I am wearing my pink swimsuit with the white polka dots and bows, but you wouldn’t know it, covered as I am by an oversized t-shirt, mandatory for my own protection against the harsh Australian sun. My sister is hopping from foot to foot at the edge of the lawn, just out of reach of the chilly water which spurts from the old metal sprinkler. Eager, I run at the drops, letting them hit me first in the belly and then on the bum, the water dampening my t-shirt. We create a game, jumping and squealing and dodging the streams as they spit fountain-like from that silvery metal triangle.
Omi giggles as she sits ankles crossed in her old summer housedress on the creaky green porch swing. She calls out to us from the shade of the concrete verandah, asking if we want an ice-cream. It’s a tough choice, part of me would prefer to continue with our game, see if I can defeat the water. But ice-cream is part of the package at Omi’s house. I hold onto the wooden stick with my fingers trying not to lose any of the melting chocolate shell as my tongue searches for the creamy strawberry flavour underneath.
I sit on the swing next to Omi, my damp bathers drying quickly in the hot air. My sister has finished her ice-cream and has gone to play by herself in the trees, her t-shirt knotted at her belly-button.
The sprinkler has been turned off to conserve water. The water droplets on the nearby trees slowly disappearing.
Inside, the house is dark, all curtains closed to shield the rooms from the oppressive heat.
I lean back and listen to the sound of the pedestal fan as it shifts warm air around the kitchen.
Today
My husband and me, we’re on the beach.
The water is pristine, turquoise. So perfectly clear. Perfectly, just like in those magazines with their advertisements for tropical island holidays. Perfectly clear, and perfectly calm, except for the waves that lap the sunny shore. A slight breeze causes the tall palm trees to sway gently. Back and forth.
It sounds like falling asleep.
We lie back in hammocks artfully installed at the edge of the beach. A Tiki Bar, with its ironic thatched roof dully beckons for business with steel drum beats.
Tourists loll about, raw pink skin in place of the usual patchy white. Eyes hidden behind sunglasses, big, wide, floppy straw hats and creased pages of beach-read novels. It’s impossible to tell who is awake and who is asleep.
Twenty-something women in bikinis cradle cocktails in coloured plastic cups, condensation seeping down the sides. Tin buckets filled with Coronas and melting ice cubes stand sentry for couples as they recline on identical sun lounges.

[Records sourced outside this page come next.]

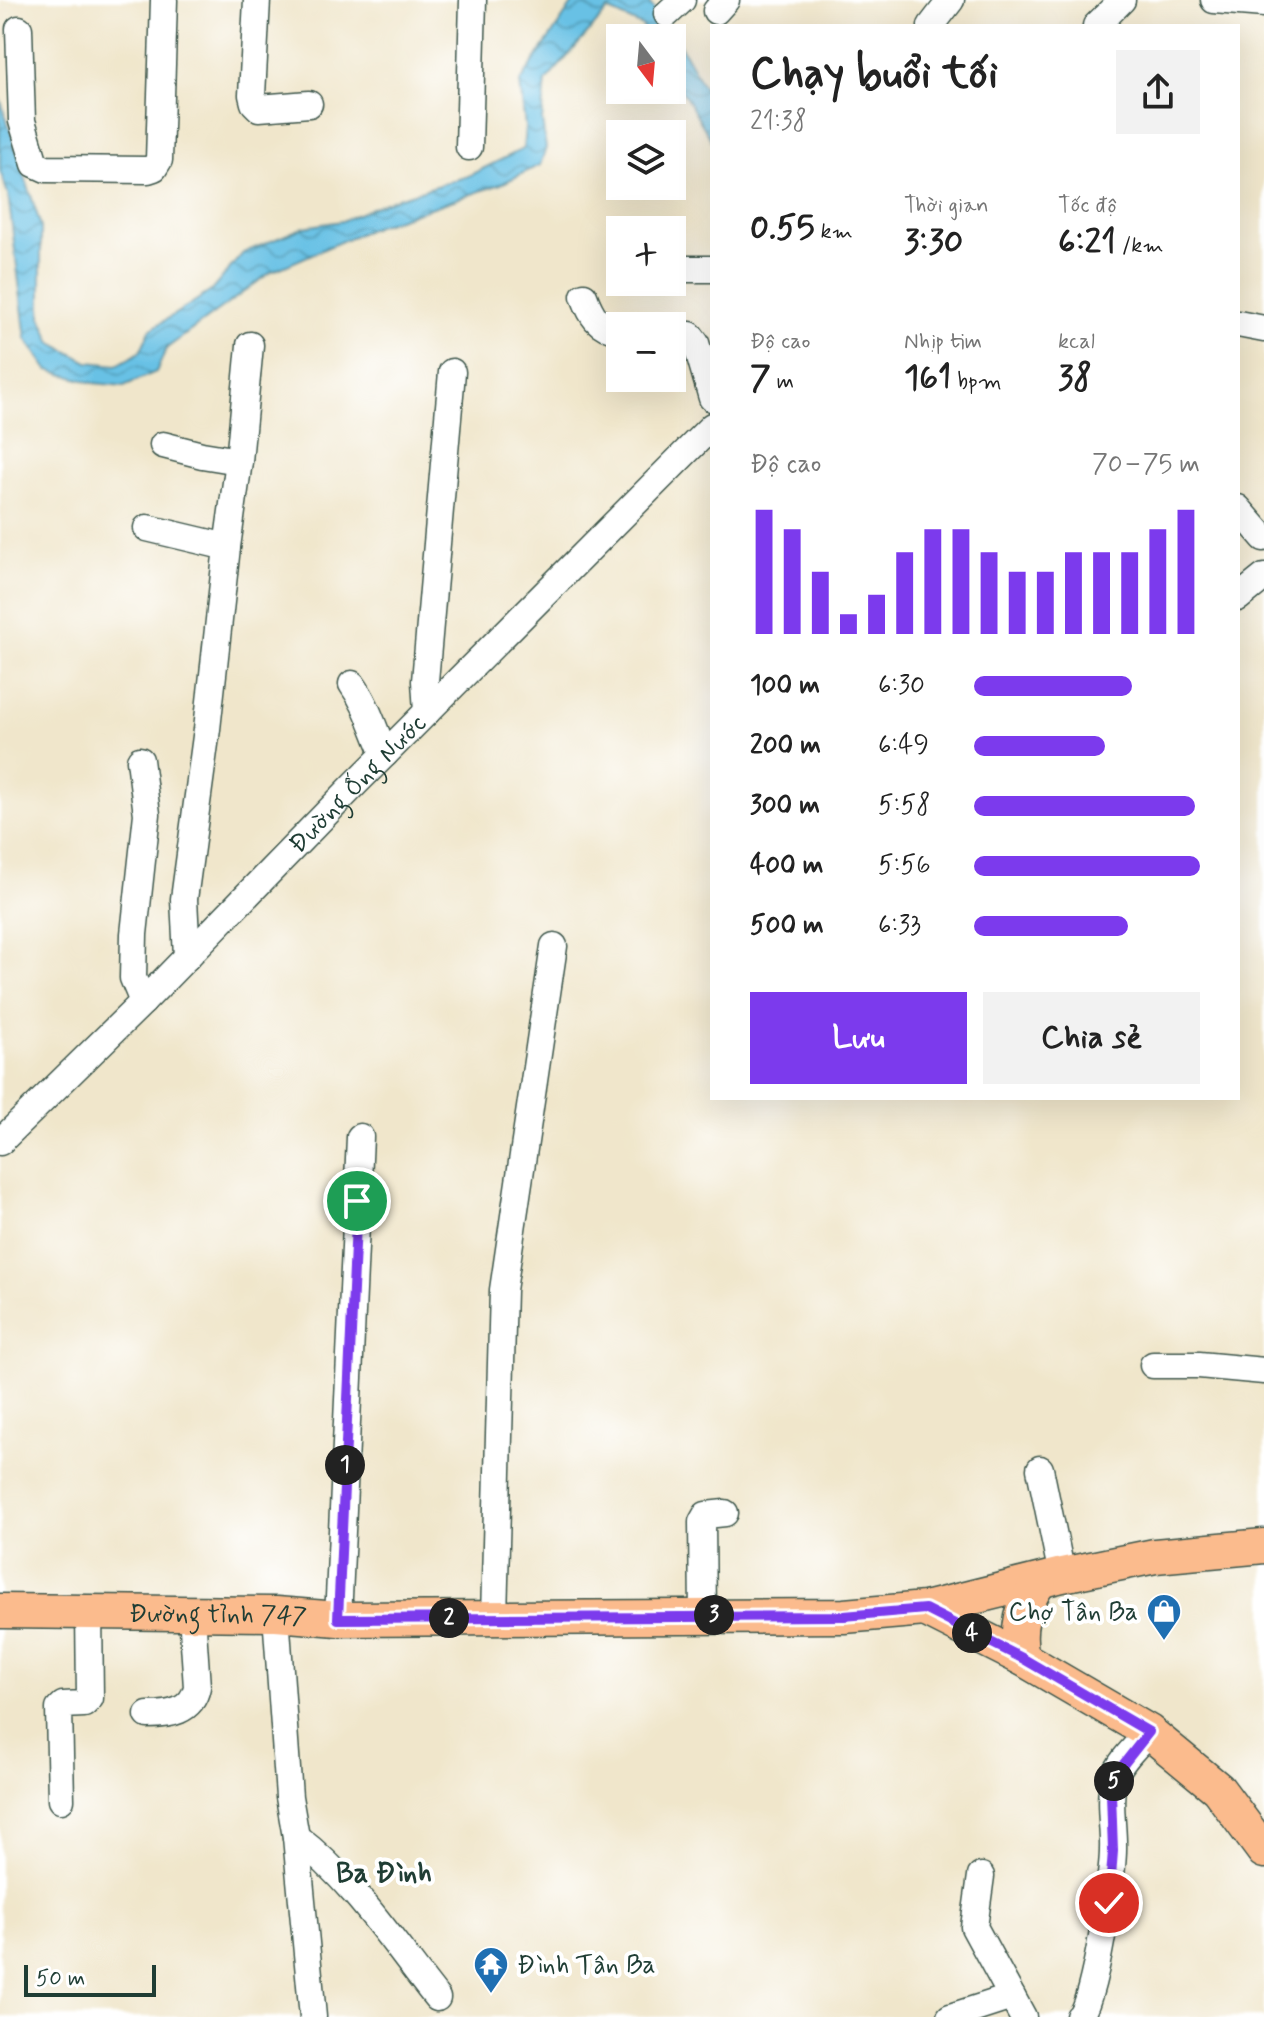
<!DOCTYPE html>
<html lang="vi">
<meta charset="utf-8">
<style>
:root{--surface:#fff;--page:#f2f2f2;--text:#222;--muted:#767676;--accent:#7c3aed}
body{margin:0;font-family:Mynerve,sans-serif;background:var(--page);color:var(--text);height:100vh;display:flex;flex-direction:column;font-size:30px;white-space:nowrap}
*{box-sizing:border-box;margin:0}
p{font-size:26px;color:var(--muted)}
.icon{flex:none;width:44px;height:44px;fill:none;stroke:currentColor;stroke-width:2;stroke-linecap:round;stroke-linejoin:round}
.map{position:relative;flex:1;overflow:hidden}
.drawer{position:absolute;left:710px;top:24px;width:530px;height:1076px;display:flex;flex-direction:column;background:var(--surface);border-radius:0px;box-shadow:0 8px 32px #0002}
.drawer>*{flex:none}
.needle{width:52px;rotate:164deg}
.fabs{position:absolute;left:606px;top:24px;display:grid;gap:16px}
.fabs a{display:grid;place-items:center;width:80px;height:80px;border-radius:0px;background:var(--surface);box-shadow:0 8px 32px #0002;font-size:40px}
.scale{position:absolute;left:24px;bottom:20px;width:132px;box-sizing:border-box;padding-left:8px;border:4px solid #1f3d34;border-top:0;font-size:22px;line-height:28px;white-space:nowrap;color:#1f3d34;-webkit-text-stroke:6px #fff;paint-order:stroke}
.pin{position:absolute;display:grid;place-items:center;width:68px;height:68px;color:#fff;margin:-34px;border:4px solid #fff;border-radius:50%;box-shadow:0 2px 8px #0007}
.km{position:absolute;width:40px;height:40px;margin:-20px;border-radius:50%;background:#222;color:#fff;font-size:22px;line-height:40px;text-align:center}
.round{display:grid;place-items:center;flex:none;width:84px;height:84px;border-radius:0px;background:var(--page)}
.head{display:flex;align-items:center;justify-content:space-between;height:136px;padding:0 40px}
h1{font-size:44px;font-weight:800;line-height:60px}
.metrics{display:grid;grid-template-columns:repeat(3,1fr);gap:12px;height:136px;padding:8px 40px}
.metrics div{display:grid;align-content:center}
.metrics b{font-size:34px;font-weight:800}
.metrics small{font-size:22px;font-weight:400}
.metrics p{font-size:22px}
.chart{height:224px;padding:16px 40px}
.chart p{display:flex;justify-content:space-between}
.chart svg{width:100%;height:144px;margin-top:8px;stroke:var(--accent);stroke-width:6}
.action{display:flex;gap:16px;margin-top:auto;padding:16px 40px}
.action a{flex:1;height:92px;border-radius:0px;background:var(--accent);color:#fff;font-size:32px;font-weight:800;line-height:92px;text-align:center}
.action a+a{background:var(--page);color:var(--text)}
ul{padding:0 40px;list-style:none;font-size:26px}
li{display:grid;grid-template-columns:128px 96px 1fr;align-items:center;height:60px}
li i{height:20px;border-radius:10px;background:var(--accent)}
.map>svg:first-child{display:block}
.water{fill:url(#water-waves);stroke:#437f8c;stroke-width:2}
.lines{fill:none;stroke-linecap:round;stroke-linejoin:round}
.minor-casing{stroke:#3e564b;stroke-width:29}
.major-casing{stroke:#3e564b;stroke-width:37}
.minor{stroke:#fff;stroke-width:26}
.major{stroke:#fbbb8d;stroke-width:34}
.route-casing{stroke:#fff;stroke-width:16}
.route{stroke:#7c3aed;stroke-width:10}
.labels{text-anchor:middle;stroke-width:8;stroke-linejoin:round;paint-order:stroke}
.street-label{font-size:26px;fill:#1f3d34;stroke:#fff}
.poi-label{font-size:26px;fill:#1f3d34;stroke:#fff;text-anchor:end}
.neighbourhood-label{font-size:28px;font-weight:bold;fill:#1f3d34;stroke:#fff}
</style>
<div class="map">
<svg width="1264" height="2017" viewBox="0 0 1264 2017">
<defs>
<pattern id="water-waves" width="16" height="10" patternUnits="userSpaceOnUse" patternTransform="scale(2)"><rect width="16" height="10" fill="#67c1e5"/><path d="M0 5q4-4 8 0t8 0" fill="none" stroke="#549eba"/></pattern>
</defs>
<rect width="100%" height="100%" fill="#fff"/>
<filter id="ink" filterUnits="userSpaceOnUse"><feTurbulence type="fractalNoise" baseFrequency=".0125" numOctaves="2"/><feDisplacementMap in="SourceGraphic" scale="16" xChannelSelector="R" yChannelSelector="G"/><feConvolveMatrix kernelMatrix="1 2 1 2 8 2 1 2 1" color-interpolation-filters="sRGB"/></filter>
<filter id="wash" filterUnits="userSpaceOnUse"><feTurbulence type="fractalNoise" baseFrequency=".006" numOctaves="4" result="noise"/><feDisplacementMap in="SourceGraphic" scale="32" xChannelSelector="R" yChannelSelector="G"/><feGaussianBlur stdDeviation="1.8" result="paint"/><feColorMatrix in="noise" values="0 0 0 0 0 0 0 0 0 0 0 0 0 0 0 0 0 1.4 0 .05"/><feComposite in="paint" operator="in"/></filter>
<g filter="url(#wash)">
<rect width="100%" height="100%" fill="#f0e6cb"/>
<!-- water -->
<polygon class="water" points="577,0 647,0 675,36 712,102 712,141 672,74 672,38 649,38 642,26 608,10 546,81 542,121 546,148 540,165 501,184 374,227 271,272 167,348 156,372 124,386 93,383 48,370 26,339 8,194 0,171 0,98 41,227 41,317 52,343 88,362 117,365 140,352 150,330 211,291 243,253 304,227 342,221 385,202 468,176 523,149 525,127 520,83 573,3"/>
</g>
<g filter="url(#ink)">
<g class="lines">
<!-- minor casing -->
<g class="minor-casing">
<g id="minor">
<polyline points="257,0 252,95 254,103 259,108 309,104"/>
<polyline points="1214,0 1264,4"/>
<polyline points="716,11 726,0"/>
<polyline points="667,14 682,0"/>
<polyline points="931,26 951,0"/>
<polyline points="1096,26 1122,0"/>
<polyline points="19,29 22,121 35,164 46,169 148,170 154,168 159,160 164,0"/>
<polyline points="469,147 473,0"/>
<polyline points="672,269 712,269"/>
<path d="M584,296C591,315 598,328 620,331"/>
<polyline points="1238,324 1264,329"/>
<polyline points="672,334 690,335 696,343 712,398"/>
<polyline points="163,445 202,455 239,461 227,547"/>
<polyline points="239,461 250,345"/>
<polyline points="1238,508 1264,538"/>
<polyline points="147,528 227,547 207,729 184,899 187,957"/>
<polyline points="1238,598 1264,577"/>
<path d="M352,684C368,706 374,730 385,754"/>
<polyline points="427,712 425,681 452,372"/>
<polyline points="140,760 147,814 134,934 133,978 143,1002"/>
<path id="s1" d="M0,1142L143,1002L356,783L712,426"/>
<polyline points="1153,1365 1199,1365 1264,1371"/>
<polyline points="1040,1469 1062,1575"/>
<polyline points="276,1614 289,1797 296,1837 313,2017"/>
<polyline points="703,1616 702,1522 706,1515 725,1513"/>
<polyline points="494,1617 503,1290 554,946"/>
<polyline points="338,1619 360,1137"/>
<path d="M148,1715C169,1715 192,1712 197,1687L192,1614"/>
<polyline points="61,1800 59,1709 63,1705 84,1704 90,1698 89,1612"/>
<path d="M296,1837C353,1880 393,1943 437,1998"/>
<polyline points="981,1876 974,1927 1023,2017"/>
<polyline points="950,2017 1012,1997"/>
<path d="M1079,2017C1094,2005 1113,1875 1113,1850C1114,1826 1107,1799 1115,1776C1121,1759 1138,1745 1149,1732"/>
</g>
</g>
<!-- major casing -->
<g class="major-casing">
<g id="major">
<polyline points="925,1609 1022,1658 1149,1732 1218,1789 1264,1851"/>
<path id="s2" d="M0,1611L276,1614L338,1619L844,1616L925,1609L1062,1575L1155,1556L1264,1546"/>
<path d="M1022,1658C1016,1627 1022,1607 1039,1582"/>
</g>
</g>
<!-- minor -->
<use href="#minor" class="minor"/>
<!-- major -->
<use href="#major" class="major"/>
</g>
</g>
<g class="lines" filter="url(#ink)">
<!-- route casing -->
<g class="route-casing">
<polyline id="route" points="357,1201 338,1619 844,1616 925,1609 1022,1658 1149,1732 1115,1775 1111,1793 1113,1851 1109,1903"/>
</g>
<!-- route -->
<use href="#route" class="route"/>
</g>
<!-- icons -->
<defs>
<g id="shop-pin" transform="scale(1.8)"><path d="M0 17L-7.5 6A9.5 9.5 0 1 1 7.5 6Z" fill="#1f6fb2" stroke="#fff"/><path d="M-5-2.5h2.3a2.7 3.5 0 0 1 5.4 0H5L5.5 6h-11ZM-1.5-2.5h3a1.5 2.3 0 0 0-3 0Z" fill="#fff"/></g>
<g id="temple-pin" transform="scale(1.8)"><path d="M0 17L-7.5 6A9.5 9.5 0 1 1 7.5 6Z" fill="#1f6fb2" stroke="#fff"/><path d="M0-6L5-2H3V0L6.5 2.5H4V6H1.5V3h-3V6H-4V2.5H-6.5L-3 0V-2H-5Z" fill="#fff"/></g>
</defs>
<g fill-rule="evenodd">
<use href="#shop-pin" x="1164" y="1611"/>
<use href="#temple-pin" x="491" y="1964"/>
</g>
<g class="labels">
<!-- street labels -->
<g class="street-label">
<text dy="9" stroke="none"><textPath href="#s1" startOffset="506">Đường Ống Nước</textPath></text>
<text dy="9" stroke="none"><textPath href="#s2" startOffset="218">Đường tỉnh 747</textPath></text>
</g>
<!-- poi labels -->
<g class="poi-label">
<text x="1138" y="1620">Chợ Tân Ba</text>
<text x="517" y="1973" text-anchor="start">Đình Tân Ba</text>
</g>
<!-- neighbourhood labels -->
<g class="neighbourhood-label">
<text x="384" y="1882">Ba Đình</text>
</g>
</g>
</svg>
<div class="fabs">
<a><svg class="needle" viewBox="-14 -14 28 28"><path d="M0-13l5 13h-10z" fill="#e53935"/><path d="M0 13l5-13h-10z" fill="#767676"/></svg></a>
<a><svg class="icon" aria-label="layers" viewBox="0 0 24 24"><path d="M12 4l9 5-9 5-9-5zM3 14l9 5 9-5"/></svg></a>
<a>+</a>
<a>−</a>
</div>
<div class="scale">50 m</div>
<div class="pin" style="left:357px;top:1201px;background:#1e9e55"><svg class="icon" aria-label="arrive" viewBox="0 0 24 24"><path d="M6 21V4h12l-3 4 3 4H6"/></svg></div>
<div class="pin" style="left:1109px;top:1903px;background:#d93025"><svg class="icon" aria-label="check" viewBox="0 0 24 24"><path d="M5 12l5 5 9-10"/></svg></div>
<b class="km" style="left:345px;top:1465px">1</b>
<b class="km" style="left:449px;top:1618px">2</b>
<b class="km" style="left:714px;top:1615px">3</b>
<b class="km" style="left:972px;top:1633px">4</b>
<b class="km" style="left:1114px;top:1781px">5</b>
<section class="drawer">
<div class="head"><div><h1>Chạy buổi tối</h1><p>21:38</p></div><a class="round"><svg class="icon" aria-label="share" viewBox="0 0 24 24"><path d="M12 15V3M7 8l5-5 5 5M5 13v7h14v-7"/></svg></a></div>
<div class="metrics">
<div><b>0.55<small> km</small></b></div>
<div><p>Thời gian</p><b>3:30</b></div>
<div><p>Tốc độ</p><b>6:21<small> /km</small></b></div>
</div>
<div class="metrics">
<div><p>Độ cao</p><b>7<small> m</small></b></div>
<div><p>Nhịp tim</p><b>161<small> bpm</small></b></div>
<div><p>kcal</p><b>38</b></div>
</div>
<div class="chart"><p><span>Độ cao</span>70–75 m</p>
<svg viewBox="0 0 160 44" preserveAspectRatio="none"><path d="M5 44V6M15 44V12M25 44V25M35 44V38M45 44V32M55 44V19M65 44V12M75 44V12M85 44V19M95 44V25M105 44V25M115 44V19M125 44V19M135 44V19M145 44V12M155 44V6"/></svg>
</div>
<ul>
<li><b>100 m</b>6:30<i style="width:70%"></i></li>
<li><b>200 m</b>6:49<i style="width:58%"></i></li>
<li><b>300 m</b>5:58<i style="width:98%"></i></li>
<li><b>400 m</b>5:56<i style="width:100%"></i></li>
<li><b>500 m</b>6:33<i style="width:68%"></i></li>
</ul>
<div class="action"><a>Lưu</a><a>Chia sẻ</a></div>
</section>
</div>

A bloke reaches for the long neck of another Corona and takes a swig. His girlfriend with the professional spray-tan raises her fingerprint smeared I-phone above her head, staring intensely into the camera hole. She shakes out her salt-dredged hair, adjusts the straps of her bright white bikini top, parting her lips just slightly.
A perfect selfie.
The boyfriend doesn’t react, continues to stare at the football replay blaring from his own phone screen.
The afternoon lazes away in a sandy haze of sugary vodka and fresh sunburn, as we all wait hopefully for that tangerine sunset.
In the company of half-empty cups and hotel-issued towels, we shield our eyes from the glare, desperate for the clouds to part.